Pergerakan pasar saham pada dasarnya dipengaruhi banyak variabel. Selain situasi domestik, investor turut memperhatikan arah suku bunga, nilai tukar rupiah, pertumbuhan ekonomi, kebijakan fiskal dan moneter, kinerja emiten, hingga perkembangan geopolitik global.

Karena itu, gejolak politik belum tentu secara otomatis memicu perubahan besar dalam aktivitas investasi. Dampaknya dapat berbeda tergantung pada skala peristiwa, respons kebijakan pemerintah, serta persepsi pelaku pasar terhadap implikasinya bagi stabilitas ekonomi dan dunia usaha.

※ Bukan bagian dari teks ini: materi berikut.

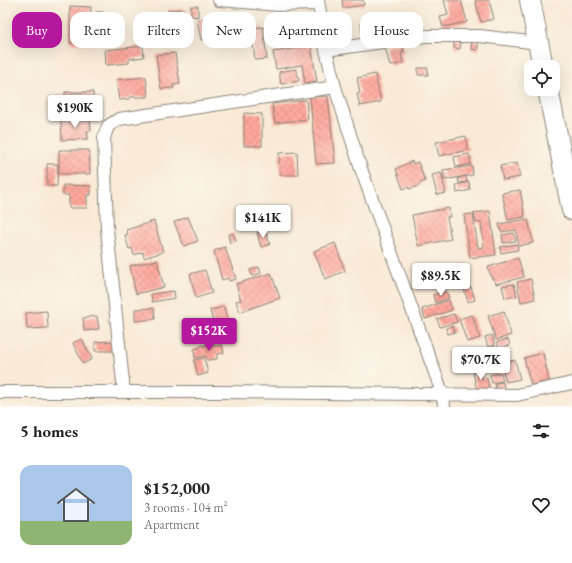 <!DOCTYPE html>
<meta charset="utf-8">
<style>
:root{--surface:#fff;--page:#f6f6f6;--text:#222;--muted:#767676;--accent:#b5179e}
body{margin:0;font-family:"EB Garamond",serif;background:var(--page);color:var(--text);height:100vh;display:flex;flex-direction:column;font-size:15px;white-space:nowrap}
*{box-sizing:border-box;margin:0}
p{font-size:13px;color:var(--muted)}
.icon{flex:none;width:22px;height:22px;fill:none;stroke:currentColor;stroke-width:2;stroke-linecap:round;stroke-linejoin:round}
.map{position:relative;height:407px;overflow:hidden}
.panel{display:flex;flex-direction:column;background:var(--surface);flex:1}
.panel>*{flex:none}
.top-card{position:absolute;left:12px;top:12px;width:548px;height:36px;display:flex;gap:8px}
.controls{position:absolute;left:524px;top:60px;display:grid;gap:8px}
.controls a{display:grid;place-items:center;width:36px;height:36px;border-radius:8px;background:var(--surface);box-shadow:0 4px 16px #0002;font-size:20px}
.price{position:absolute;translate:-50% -34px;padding:0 9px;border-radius:4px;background:#fff;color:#222;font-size:13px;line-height:26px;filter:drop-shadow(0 1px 2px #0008)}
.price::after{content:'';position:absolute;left:50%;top:24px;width:12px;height:9px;margin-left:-6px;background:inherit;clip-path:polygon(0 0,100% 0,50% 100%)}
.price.active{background:var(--accent);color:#fff}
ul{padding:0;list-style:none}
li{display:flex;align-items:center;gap:12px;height:100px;padding:0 20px}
li span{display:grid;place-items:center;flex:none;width:112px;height:80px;border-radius:12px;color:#555}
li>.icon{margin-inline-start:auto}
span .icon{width:48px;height:48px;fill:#fffc;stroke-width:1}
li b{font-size:17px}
h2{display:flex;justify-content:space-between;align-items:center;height:48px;padding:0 20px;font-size:17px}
.tag{padding:0 14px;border-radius:12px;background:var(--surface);box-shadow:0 4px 16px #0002;font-size:14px;line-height:36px}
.tag.active{background:var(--accent);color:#fff}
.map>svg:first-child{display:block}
.building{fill:url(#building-cross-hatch)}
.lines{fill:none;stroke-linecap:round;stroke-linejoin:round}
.minor-casing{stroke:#8a8379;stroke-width:14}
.trunk-casing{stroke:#8a8379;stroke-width:22}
.minor{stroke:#fff;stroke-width:12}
.trunk{stroke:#fff;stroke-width:20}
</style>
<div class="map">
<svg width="572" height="407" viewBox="0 0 572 407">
<defs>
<pattern id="building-cross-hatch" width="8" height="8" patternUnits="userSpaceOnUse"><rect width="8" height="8" fill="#ffa89c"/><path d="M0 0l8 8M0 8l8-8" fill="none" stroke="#da9086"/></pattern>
</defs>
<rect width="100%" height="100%" fill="#fbf7ec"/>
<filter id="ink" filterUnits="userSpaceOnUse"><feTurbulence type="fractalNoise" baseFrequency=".025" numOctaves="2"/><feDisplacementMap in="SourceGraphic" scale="8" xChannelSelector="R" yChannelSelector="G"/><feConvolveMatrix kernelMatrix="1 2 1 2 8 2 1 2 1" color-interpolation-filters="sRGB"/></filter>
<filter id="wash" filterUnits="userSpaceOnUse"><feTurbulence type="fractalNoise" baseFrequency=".012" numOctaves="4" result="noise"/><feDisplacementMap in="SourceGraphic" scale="16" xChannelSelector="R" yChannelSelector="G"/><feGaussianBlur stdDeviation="0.9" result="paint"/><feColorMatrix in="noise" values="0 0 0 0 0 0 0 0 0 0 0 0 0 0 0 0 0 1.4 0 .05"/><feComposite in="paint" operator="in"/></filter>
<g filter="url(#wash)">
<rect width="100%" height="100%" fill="#f8ead6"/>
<g id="blocks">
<!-- building -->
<path class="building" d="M342,0h21l1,5 -21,3z
M444,0h17l6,22 -24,5 -3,-10 8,-2z
M475,0h14l5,19 -13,3z
M70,6l21,1 -1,37 -20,-1z
M191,6h7v11l-7,-1z
M184,9l1,15 -15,1 -2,-15z
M96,12h7v6h-7z
M219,16l3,20 -21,4 -4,-20z
M346,19l3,11 -11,3 1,4 -7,2 -4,-15z
M368,21l1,11 -7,1 -1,-11z
M263,27l4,32 -12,1 -4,-32z
M454,40h7l-1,9 -6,-1z
M472,41l6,1v8l-7,-1z
M402,43l2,9 -3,1 2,10 -13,3 -5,-19z
M143,46l1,11 -15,2v4l-23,2 -1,-15z
M311,46l6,35 -12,2 -3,-18 -26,4 -3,-17z
M175,53l5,31 -7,1 1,3 -13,1 -5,-34z
M418,68h10v7h-10z
M296,69l3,12 -18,3 -2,-12z
M375,74l6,28 -21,4 -3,-12 3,-1 -3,-15z
M146,77l2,20h-18v2l-11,1 -3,-20z
M65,92h28v17l-28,1z
M328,96l7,67 -19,1 -6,-67z
M306,100l2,19 -33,4 -3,-19z
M244,113l18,1v32h-18z
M90,119l1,12h-4l1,8 -26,1 -1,-20z
M466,136l2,14 -29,6 -3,-14z
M59,150h30l1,24h-31z
M297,152l1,23h-18l-1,-22z
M469,154l2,10 -15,3 -2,-10z
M412,161l1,3 5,-2 7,19 -6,3v2l-10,3 -1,-2 -5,2 -7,-20z
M517,163l3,14 -17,3 -3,-14z
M47,164h11l-1,22h-10z
M472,166l1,9 -29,5 -1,-10z
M441,173l5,20 -9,2 -5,-20z
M466,176l1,6 -8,1 -1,-5z
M469,182l1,8 -13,3 -1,-8z
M63,185l28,1v9h-4v13h-18v-13h-6z
M520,190l5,27 -17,3 -6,-27z
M449,208l1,9h-3l4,22 -33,7 -6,-31z
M490,211l6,44 -26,3 -6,-43 9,-1 5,34 6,-1 -3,-25 -5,1 -2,-10z
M188,217l10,24 -14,5 -10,-24z
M528,219l5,24 -14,3 -3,-16 -15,2 -2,-8z
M154,221l9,31 -19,6 -1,-6 -9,3 -2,-7 -3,1 -4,-14 3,-1 -2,-4z
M265,230l5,14 -9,3 -4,-14z
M233,233l3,8 -6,2 -2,-8z
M514,233l2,8 -13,2 -1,-8z
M335,243l10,28 -20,8 -11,-28z
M517,244l1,6 -17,3 -1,-6z
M225,247l11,32 -7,2 -1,-3 -6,2 -8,-29z
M518,258l6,19 -28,7 -2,-5h-2l-4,-12z
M157,260l7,27 -28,7 -6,-28z
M466,265l3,16 -18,3 -3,-16z
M259,267l2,6 -9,3 -2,-6z
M205,270l7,23 -16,5 -6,-24z
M271,273l9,25 -40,14 -4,-11 5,-1 -5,-16z
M531,279l4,20 -14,3 -4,-20z
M514,284l3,12 -12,2 -3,-12z
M471,287l4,13 -7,2 -4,-13z
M174,291l1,7 -23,4 -1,-8z
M446,291l3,7 -14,5 -2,-8z
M449,300l3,10 -27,9 -3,-10z
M224,307l6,23 -14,3 -6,-23z
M154,308l1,11 -20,2v-12z
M47,311l1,17 -21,1 -1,-16z
M504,311l7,24 -15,5 -8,-24z
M454,314l3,8 -17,5 -3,-8z
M472,315l8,23 -13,4 -8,-23z
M97,316l2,13 -15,2 -1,-13z
M453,326l2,6 -7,2 -2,-6z
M492,335l3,10 -7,2 -3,-10z
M82,339l10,20 -9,5 -10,-21z
M508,339l2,6 -11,4 -2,-7z
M116,341v10h-21v-9z
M214,344v2l8,-1 2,8 -7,1v5l-10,1 -1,-4 -11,2 -1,-9 6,-1v-2z
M495,349l3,17 -24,4 -4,-17z
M543,353l6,28 -18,4 -7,-27z
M204,358l4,15 -10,3 -4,-16z
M515,360l5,19 -14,3 -5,-19z
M481,371l1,8 5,-1 2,10 -12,2 -4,-17z
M501,373l2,8 -11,2 -2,-8z
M503,382l1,6 -8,1 -1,-6z"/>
</g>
</g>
<g filter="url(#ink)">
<use href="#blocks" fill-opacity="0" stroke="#8a8379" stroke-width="1"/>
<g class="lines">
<defs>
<path id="minor" d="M219,0l59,5 40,-1
M318,0l8,50 9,37 25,79 83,229 1,12
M326,50l99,-14h55l58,7
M0,392h222l295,3 55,-12
M124,392l-17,-163 -3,-91 4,-12 11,-7 216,-32"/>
<path id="trunk" d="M530,0l13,67
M548,89l24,121"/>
</defs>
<!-- minor casing -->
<use href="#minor" class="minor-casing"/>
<!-- trunk casing -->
<use href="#trunk" class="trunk-casing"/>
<!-- minor -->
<use href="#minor" class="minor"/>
<!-- trunk -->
<use href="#trunk" class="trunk"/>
</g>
</g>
</svg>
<div class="controls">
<a><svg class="icon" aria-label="locate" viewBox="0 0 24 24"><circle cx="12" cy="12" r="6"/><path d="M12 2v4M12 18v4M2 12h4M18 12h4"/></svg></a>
</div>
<b class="price" style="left:75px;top:129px">$190K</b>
<b class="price" style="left:263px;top:239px">$141K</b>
<b class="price" style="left:441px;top:297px">$89.5K</b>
<b class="price active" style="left:209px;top:352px">$152K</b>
<b class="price" style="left:481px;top:381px">$70.7K</b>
<div class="top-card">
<a class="tag active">Buy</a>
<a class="tag">Rent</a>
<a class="tag">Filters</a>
<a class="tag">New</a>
<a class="tag">Apartment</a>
<a class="tag">House</a>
</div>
</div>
<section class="panel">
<h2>5 homes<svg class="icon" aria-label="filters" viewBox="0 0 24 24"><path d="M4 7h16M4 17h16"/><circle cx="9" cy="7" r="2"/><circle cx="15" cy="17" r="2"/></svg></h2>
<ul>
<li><span style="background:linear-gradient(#a9c7e8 70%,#8fb573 0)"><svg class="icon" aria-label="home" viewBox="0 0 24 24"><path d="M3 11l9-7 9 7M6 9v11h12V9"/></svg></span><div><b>$152,000</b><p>3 rooms · 104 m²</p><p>Apartment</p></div><svg class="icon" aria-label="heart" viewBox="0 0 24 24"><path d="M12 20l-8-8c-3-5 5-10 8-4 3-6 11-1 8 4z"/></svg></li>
</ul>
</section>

BEI juga terus mendorong pertumbuhan jumlah investor melalui program edukasi dan literasi pasar modal. Peningkatan pemahaman dinilai penting agar masyarakat tidak mengambil keputusan hanya berdasarkan sentimen sesaat, tetapi mempertimbangkan fundamental perusahaan dan profil risiko masing-masing.

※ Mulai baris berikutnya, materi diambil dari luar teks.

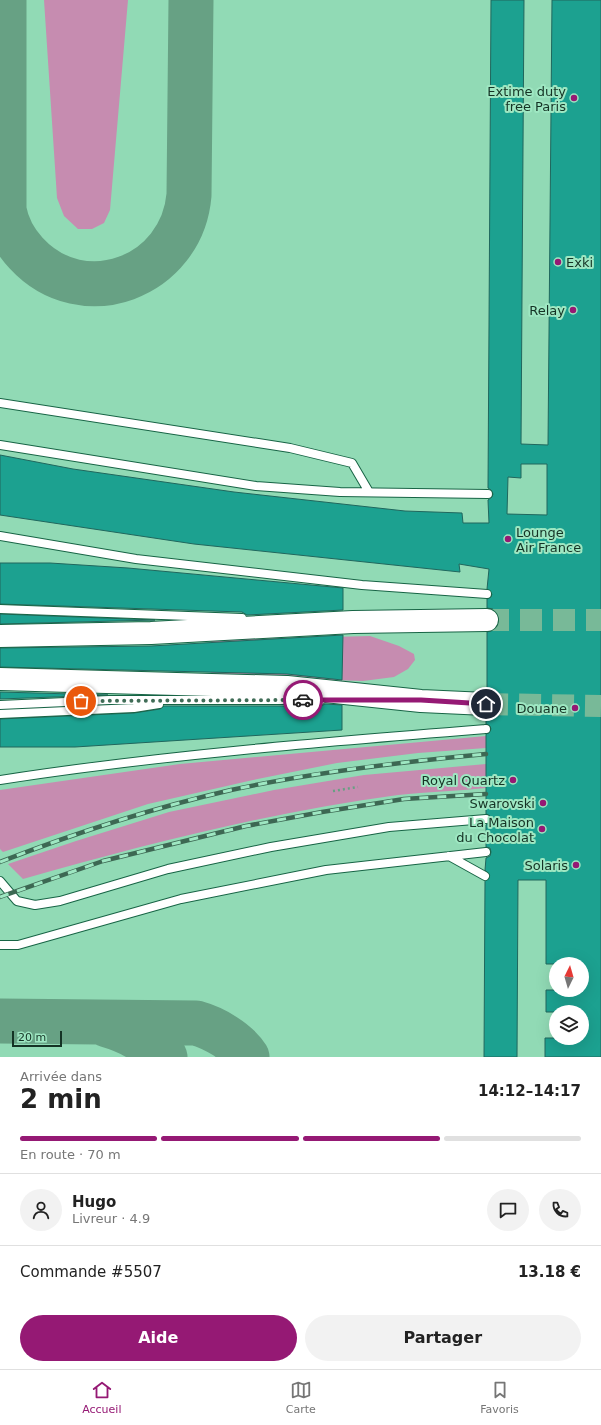 <!DOCTYPE html>
<html lang="fr">
<head>
<meta charset="utf-8">
<style>
  body { margin:0; font-family:"DejaVu Sans",sans-serif; background:#f2f2f2; color:#222; height:100vh; display:flex; flex-direction:column; font-size:15px; white-space:nowrap }
  * { box-sizing:border-box; margin:0 }
  p { font-size:13px; color:#767676 }
  .icon { flex:none; width:22px; height:22px; fill:none; stroke:currentColor; stroke-width:2; stroke-linecap:round; stroke-linejoin:round }
  .map { position:relative; height:1057px; overflow:hidden }
  .details { display:flex; flex-direction:column; background:#fff; flex:1 }
  .details>* { flex:none }
  .needle { width:26px; rotate:5deg }
  .tools { position:absolute; left:549px; top:957px; display:grid; gap:8px }
  .tools a { display:grid; place-items:center; width:40px; height:40px; border-radius:50%; background:#fff; box-shadow:0 4px 16px #0002; font-size:20px }
  .scale { position:absolute; left:12px; bottom:10px; width:50px; box-sizing:border-box; padding-left:4px; border:2px solid #153325; border-top:0; font-size:11px; line-height:14px; white-space:nowrap; color:#153325; -webkit-text-stroke:3px #9ee7c2; paint-order:stroke }
  .pin { position:absolute; display:grid; place-items:center; width:34px; height:34px; color:#fff; margin:-17px; border:2px solid #fff; border-radius:50%; box-shadow:0 1px 4px #0007 }
  .courier { position:absolute; display:grid; place-items:center; width:40px; height:40px; margin:-20px; border:3px solid #951974; border-radius:50%; background:#fff; color:#222; box-shadow:0 1px 5px #0007 }
  .headline em { font-style:normal; font-weight:600 }
  .headline div { display:flex; flex-direction:column-reverse }
  .headline { display:flex; align-items:center; justify-content:space-between; height:68px; padding:0 20px }
  h1 { font-size:26px; font-weight:600; line-height:30px }
  .bar { display:grid; grid-template-columns:repeat(4,1fr); gap:6px 4px; align-content:center; height:48px; padding:0 20px }
  .bar i { height:5px; border-radius:3px; background:#e0e0e0 }
  .bar .selected { background:#951974 }
  .bar p { grid-column:span 4 }
  .line { display:flex; align-items:center; gap:10px; padding:0 20px; border-top:1px solid #e0e0e0 }
  .line div { flex:1 }
  .round { display:grid; place-items:center; flex:none; width:42px; height:42px; border-radius:21px; background:#f2f2f2 }
  .primary-button { display:flex; gap:8px; margin-top:auto; padding:8px 20px }
  .primary-button a { flex:1; height:46px; border-radius:24px; background:#951974; color:#fff; font-size:16px; font-weight:600; line-height:46px; text-align:center }
  .primary-button a+a { background:#f2f2f2; color:#222 }
  .dock { display:flex; justify-content:space-around; align-items:center; height:56px; border-top:1px solid #e0e0e0; background:#fff; font-size:11px; color:#767676 }
  .dock a { display:grid; justify-items:center; gap:2px }
  .dock .selected { color:#951974 }
  .map>svg:first-child { display:block }
  .green { fill:#c68cb0 }
  .lines { fill:none; stroke-linecap:round; stroke-linejoin:round }
  .taxiway { stroke:#67a184; stroke-width:45 }
  .building { fill:#1ca190; stroke:#20675d; fill-rule:evenodd }
  .secondary-tunnel { stroke:#78b998; stroke-width:22; stroke-dasharray:22 11; stroke-linecap:butt }
  .service-casing { stroke:#176445; stroke-width:10 }
  .secondary-casing { stroke:#176445; stroke-width:24 }
  .path { stroke:#66a083; stroke-width:2.5; stroke-dasharray:2 3; stroke-linecap:butt }
  .service { stroke:#fff; stroke-width:8 }
  .secondary { stroke:#fff; stroke-width:22 }
  .rail-casing { stroke:#3d6853; stroke-width:4.5 }
  .rail { stroke:#9ee7c2; stroke-width:3; stroke-dasharray:9; stroke-linecap:butt }
  .done { stroke:#406d57; stroke-width:4; stroke-dasharray:0 7.2 }
  .route { stroke:#951974; stroke-width:5 }
  .poi-dot { fill:#951974; stroke:#9ee7c2; stroke-width:1.5 }
  .labels { text-anchor:middle; dominant-baseline:central; stroke-width:4; stroke-linejoin:round; paint-order:stroke }
  .poi-label { font-size:13px; fill:#153325; stroke:#9ee7c2; text-anchor:end }
</style>
</head>
<body>
<div class="map">
<svg width="601" height="1057" viewBox="0 0 601 1057">
  <rect width="100%" height="100%" fill="#91dab5"/>
  <path class="green" d="M44,0h84l-18,210 -6,13 -12,6h-14l-14,-13 -7,-18z
    M370,636l29,10 15,8 1,6 -7,9 -14,8 -31,4 -152,-5v-36z
    M486,736v12l-68,5 -81,10 -84,17 -105,24 -145,48 -3,-3v-59l180,-26z
    M486,764v24c-29,3 -59,4 -88,7 -127,17 -251,49 -375,84l-15,-15 68,-23 93,-29 105,-22 90,-15z"/>
  <g class="lines">
    <path class="taxiway" d="M4,0v210c3,17 10,30 22,43 57,62 156,24 163,-58l2,-195
      M0,1021l196,2c18,5 41,18 51,34
      M107,1025c24,7 38,16 58,32"/>
  </g>
  <path class="building" d="M491,0h33l-3,444 27,1 4,-445h49v1057h-56v-19h37v-26h-36v-22h36v-26h-36v-84h-28l-1,177h-33l1,-176 5,-5 -5,-6 1,-12 4,-2 1,-4 -1,-4 -4,-1v-22l3,-2 2,-4 -1,-3 -4,-2v-80l3,-1 2,-4 -1,-3 -4,-2v-8l6,-1 4,-4 2,-7 -1,-6 -4,-4 -6,-2v-60l7,-2 4,-4 1,-6 -2,-7 -4,-4 -6,-1v-9l4,-2 1,-3 -5,-5 2,-20 -30,-5 1,8 -266,-28 -194,-29v-60l73,14 161,23 171,19 57,2 1,10h26l-1,-23 4,-3 1,-3 -2,-4 -3,-2zM521,464h26v51l-40,-1 1,-37 13,1z
    M0,563h50l78,5 215,20v22l-96,5 -5,-3 -242,-8z
    M0,614l155,6 -155,4z
    M343,635l-1,45 -55,-6 -287,-7v-19l151,-2z
    M0,692l108,3 -108,4z
    M325,704l17,1v25l-267,17h-75v-28l134,-6 26,-4 4,-3h157z"/>
  <g class="lines">
    <path class="secondary-tunnel" d="M487,620h114
      M486,704l115,2"/>
    <defs>
      <path id="service" d="M0,403l290,45 62,15 17,29
        M0,445l256,41 84,6 148,2
        M0,536l136,23 226,26 125,9
        M0,609l242,9
        M0,705l109,-5h212
        M0,714l134,-6 25,-4
        M0,780c161,-25 324,-38 486,-51
        M449,856l36,20
        M0,881l17,20 18,4 25,-4 108,-32 103,-22 118,-20 97,-8
        M0,945h18l163,-46 145,-29 160,-18"/>
      <path id="secondary" d="M0,636l151,-3 202,-11 134,-2
        M0,679l287,8 134,14 65,3"/>
    </defs>
    <use href="#service" class="service-casing"/>
    <use href="#secondary" class="secondary-casing"/>
    <path class="path" d="M333,791l25,-4"/>
    <use href="#service" class="service"/>
    <use href="#secondary" class="secondary"/>
    <defs>
      <path id="rail" d="M0,862c75,-29 153,-54 231,-72 84,-18 170,-28 255,-36
        M0,897l103,-36 143,-35 76,-14 82,-13 82,-5"/>
    </defs>
    <use href="#rail" class="rail-casing"/>
    <use href="#rail" class="rail"/>
  </g>
  <g class="lines">
    <path class="done" d="M81,701l222,-1"/>
    <path class="route" d="M303,700h118l65,4"/>
  </g>
  <g class="poi-dot">
    <circle cx="574" cy="98" r="4"/>
    <circle cx="558" cy="262" r="4"/>
    <circle cx="573" cy="310" r="4"/>
    <circle cx="508" cy="539" r="4"/>
    <circle cx="575" cy="708" r="4"/>
    <circle cx="513" cy="780" r="4"/>
    <circle cx="543" cy="803" r="4"/>
    <circle cx="542" cy="829" r="4"/>
    <circle cx="576" cy="865" r="4"/>
  </g>
  <g class="labels">
    <g class="poi-label">
      <text x="566" y="91">Extime duty<tspan x="566" dy="15">free Paris</tspan></text>
      <text x="566" y="262" text-anchor="start">Exki</text>
      <text x="565" y="310">Relay</text>
      <text x="516" y="532" text-anchor="start">Lounge<tspan x="516" dy="15">Air France</tspan></text>
      <text x="567" y="708">Douane</text>
      <text x="505" y="780">Royal Quartz</text>
      <text x="535" y="803">Swarovski</text>
      <text x="534" y="822">La Maison<tspan x="534" dy="15">du Chocolat</tspan></text>
      <text x="568" y="865">Solaris</text>
    </g>
  </g>
</svg>
<div class="tools">
<a><svg class="needle" viewBox="-14 -14 28 28"><path d="M0-13l5 13h-10z" fill="#e53935"/><path d="M0 13l5-13h-10z" fill="#767676"/></svg></a>
<a><svg class="icon" aria-label="layers" viewBox="0 0 24 24"><path d="M12 4l9 5-9 5-9-5zM3 14l9 5 9-5"/></svg></a>
</div>
<div class="scale">20 m</div>
<div class="pin" style="left:81px;top:701px;background:#ea580c"><svg class="icon" aria-label="bag" viewBox="0 0 24 24"><path d="M5 8h14l-1 12H6zM9 8a3 3 0 0 1 6 0"/></svg></div>
<div class="pin" style="left:486px;top:704px;background:#1f2937"><svg class="icon" aria-label="home" viewBox="0 0 24 24"><path d="M3 11l9-7 9 7M6 9v11h12V9"/></svg></div>
<div class="courier" style="left:303px;top:700px"><svg class="icon" aria-label="car" viewBox="0 0 24 24"><path d="M5 17H2v-5l4-1 3-4h7l3 4 3 1v5h-3M9 17h6M6 11h13"/><circle cx="7" cy="17" r="2"/><circle cx="17" cy="17" r="2"/></svg></div>
</div>
<section class="details">
<div class="headline"><div><h1>2 min</h1><p>Arrivée dans</p></div><em>14:12–14:17</em></div>
<div class="bar"><i class="selected"></i><i class="selected"></i><i class="selected"></i><i></i><p>En route · 70 m</p></div>
<div class="line" style="height:72px"><a class="round"><svg class="icon" aria-label="person" viewBox="0 0 24 24"><circle cx="12" cy="8" r="4"/><path d="M4 21q1-7 8-7t8 7"/></svg></a><div><b>Hugo</b><p>Livreur · 4.9</p></div><a class="round"><svg class="icon" aria-label="chat" viewBox="0 0 24 24"><path d="M4 5h16v11H9l-5 4z"/></svg></a><a class="round"><svg class="icon" aria-label="phone" viewBox="0 0 24 24"><path d="M5 4h4l2 5-3 2q2 4 5 5l2-3 5 2v4C11 20 4 13 5 4z"/></svg></a></div>
<div class="line" style="height:52px"><div>Commande #5507</div><b>13.18 €</b></div>
<div class="primary-button"><a>Aide</a><a>Partager</a></div>
</section>
<nav class="dock">
<a class="selected"><svg class="icon" aria-label="home" viewBox="0 0 24 24"><path d="M3 11l9-7 9 7M6 9v11h12V9"/></svg>Accueil</a>
<a><svg class="icon" aria-label="map" viewBox="0 0 24 24"><path d="M3 6l6-2 6 2 6-2v14l-6 2-6-2-6 2zM9 4v14M15 6v14"/></svg>Carte</a>
<a><svg class="icon" aria-label="saved" viewBox="0 0 24 24"><path d="M7 4h10v16l-5-4-5 4z"/></svg>Favoris</a>
</nav>
</body>
</html>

Pertumbuhan basis investor domestik juga menjadi salah satu elemen penting untuk memperkuat ketahanan pasar modal Indonesia. Semakin luas partisipasi masyarakat, ketergantungan terhadap kelompok investor tertentu dapat berkurang dan struktur pasar berpotensi menjadi lebih dalam.

Meski demikian, pelaku pasar tetap perlu mencermati perkembangan politik karena kebijakan yang dihasilkan dapat berdampak terhadap sektor usaha tertentu. Perubahan regulasi, kebijakan anggaran, maupun keputusan ekonomi pemerintah tetap dapat memengaruhi prospek perusahaan tercatat.

BEI menilai keputusan investasi pada akhirnya ditentukan oleh kombinasi berbagai faktor. Aktivitas politik dapat menjadi salah satu pertimbangan, tetapi korelasinya terhadap minat masyarakat berinvestasi di pasar modal dinilai tidak terlalu tinggi.